Please respond in a haiku.


----------



## Scipio (Feb 18, 2004)

Wade dribbles to hoop
Doesn't get the star calls
Basketball IQ exposed


----------



## Bartholomew Hunt (Mar 4, 2003)

I like dogs.


----------



## O2K (Nov 19, 2002)

.

this is my haikoo


----------



## f22egl (Jun 3, 2004)

SeaNet said:


> Please respond in a haiku.


Gilbert hits a three
Thirty feet away to tie
Not enough to win


----------



## PauloCatarino (May 31, 2003)

Futuristxen foams.
At the mouth, that is. Cause he
Doesn't get it still.

Lebron James is good.
Can't guard a chair, though. Still he
Is hyped as top-2.

Bites nails. Misses shots.
The Chosen One my behind.
and still Fruity foams.


----------



## Hairy Midget (Nov 28, 2005)

New hair treatment out
Also improves your jumpshot
Pat Burke rejoices


----------



## Pimped Out (May 4, 2005)

The Dream Shake
Beautiful spins, shakes and bakes
Easy two


----------



## Premier (Oct 30, 2003)

Pimped Out said:


> The Dream Shake
> Beautiful spins, shakes and bakes
> Easy two


Pimped Out does not know.
Perhaps I Start Fires does?
Five, seven, five. Yikes.


----------



## Pimped Out (May 4, 2005)

Premier said:


> Pimped Out does not know.
> Perhaps I Start Fires does.
> Five, seven, five. Yikes.


 bite me
read this site
and learn


----------



## Premier (Oct 30, 2003)

Pimped Out said:


> bite me
> read this site
> and learn


Methinks you are false.
Double meaning? I don't know.
Like Falstaff? Maybe.


----------



## Pimped Out (May 4, 2005)

Premier said:


> Methinks you are false.
> Double meaning? I don't know.
> Like Falstaff? Maybe.


 five
seven
four?


----------



## Premier (Oct 30, 2003)

Pimped Out said:


> five
> seven
> four?


You are annoying.
And also illiterate.
It's certainly five.

Stupid.


----------



## Pimped Out (May 4, 2005)

Premier said:


> You are annoying.
> And also illiterate.
> It's certainly five.
> 
> Stupid.


 i cannot count
it is not illiterate
i can read fine.

p.s. im still right about haiku structures


----------



## Premier (Oct 30, 2003)

Pimped Out said:


> i cannot count
> it is not illiterate
> i can read fine.


Sure, you are correct.
I can say 'you cannot count.'
You cannot count.
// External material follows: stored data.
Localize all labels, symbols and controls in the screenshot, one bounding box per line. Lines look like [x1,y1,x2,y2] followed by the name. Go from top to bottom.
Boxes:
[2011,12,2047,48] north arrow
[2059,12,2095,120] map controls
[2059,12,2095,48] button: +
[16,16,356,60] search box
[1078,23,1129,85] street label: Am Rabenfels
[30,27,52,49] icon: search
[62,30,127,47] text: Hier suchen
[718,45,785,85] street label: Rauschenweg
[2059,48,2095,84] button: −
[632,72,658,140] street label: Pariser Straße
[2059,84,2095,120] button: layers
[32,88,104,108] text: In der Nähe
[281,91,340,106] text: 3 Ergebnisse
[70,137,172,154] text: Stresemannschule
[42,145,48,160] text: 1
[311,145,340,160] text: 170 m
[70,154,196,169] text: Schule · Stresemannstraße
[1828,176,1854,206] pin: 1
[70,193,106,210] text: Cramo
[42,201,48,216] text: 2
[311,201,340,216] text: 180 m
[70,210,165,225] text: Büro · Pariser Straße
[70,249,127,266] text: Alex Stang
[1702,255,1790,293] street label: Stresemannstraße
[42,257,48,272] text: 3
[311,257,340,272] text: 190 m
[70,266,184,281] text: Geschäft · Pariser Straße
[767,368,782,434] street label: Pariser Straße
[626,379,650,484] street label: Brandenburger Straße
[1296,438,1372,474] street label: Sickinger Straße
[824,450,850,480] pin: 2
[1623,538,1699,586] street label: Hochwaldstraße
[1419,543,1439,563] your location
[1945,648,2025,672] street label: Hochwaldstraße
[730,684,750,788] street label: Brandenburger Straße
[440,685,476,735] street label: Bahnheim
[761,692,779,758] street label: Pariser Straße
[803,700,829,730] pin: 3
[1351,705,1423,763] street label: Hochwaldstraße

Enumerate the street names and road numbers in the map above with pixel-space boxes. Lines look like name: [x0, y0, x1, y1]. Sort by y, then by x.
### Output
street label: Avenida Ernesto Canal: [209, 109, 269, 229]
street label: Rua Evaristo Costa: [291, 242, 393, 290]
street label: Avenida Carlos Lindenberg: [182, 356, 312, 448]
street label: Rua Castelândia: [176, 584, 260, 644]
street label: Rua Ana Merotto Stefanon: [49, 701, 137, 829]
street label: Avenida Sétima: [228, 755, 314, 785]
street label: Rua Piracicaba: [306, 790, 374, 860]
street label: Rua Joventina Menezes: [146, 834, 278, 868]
See?


----------



## 4BiddenKnight (Jun 23, 2005)

Pimped Out, you know what?
Premier just took you to school
Proper Haiku please?


----------



## Hairy Midget (Nov 28, 2005)

The Heat win a 'ship
Dwyane Wade carries the team through
Shaq eats a pizza


----------



## AIFAN3 (Sep 17, 2005)

only in my dreams
iverson to the finals
not with that crap team!


----------



## 23isback (Mar 15, 2006)

SeaNet said:


> Kobe has the ball
> Teammates open all around
> fade away 3 ball


best
haiku 
ever


----------



## 4BiddenKnight (Jun 23, 2005)

Only if I can 
Call Carmelo Anthony
Pure soft marshmelo


----------



## dk1115 (Aug 27, 2004)

Adonal Foyle
4 points, 5 rebounds, 1 block
8 million per year

Steve Francis, past star,
Called the Franchise in Houston,
Franchise now: unknown.

Danny Fortson pushes,
pushes, pushes and pushes.
5 fouls, 10 minutes.

Shaquille O'Neal owns,
25 thousand lifetime,
3 outside the paint.

Wade travels alot,
Crossover? Splitting defense?
Palm the ball more please.


----------



## beamer05 (Feb 24, 2006)

Kobe shoots the ball
damn! homie is on fire
hes got eighty one!

Shaq gets entry pass
kicks to antoine in corner
no pass back to Shaq.

Ron enters the stands
uh oh, some **** is goin down
Deeeeeettrrrooiiiitttt Baaaasssskkkkkeeettttbbbbaallll! 

Lebron to the line
damn he got fouled again,
twenty eight free throws?



Good thread here Paulo
These haiku poems are the ****,
even though I suck.


----------



## Scipio (Feb 18, 2004)

Whats that sound I'm hearing?
Barons taking over the game with treys
Brickwall nearly ready outside Arena


----------



## 4BiddenKnight (Jun 23, 2005)

Scipio said:


> Whats that sound I'm hearing?
> Barons taking over the game with treys
> Brickwall nearly ready outside Arena


Scipio, look here
Haikus are five, seven, five
Not tens, tens and tens


----------



## Pimped Out (May 4, 2005)

4BiddenKnight said:


> Scipio, look here
> Haikus are five, seven, five
> Not tens, tens and tens


 first of all, 11 syllables (3-5-3) is now the more generally accepted form of english haikus among poets.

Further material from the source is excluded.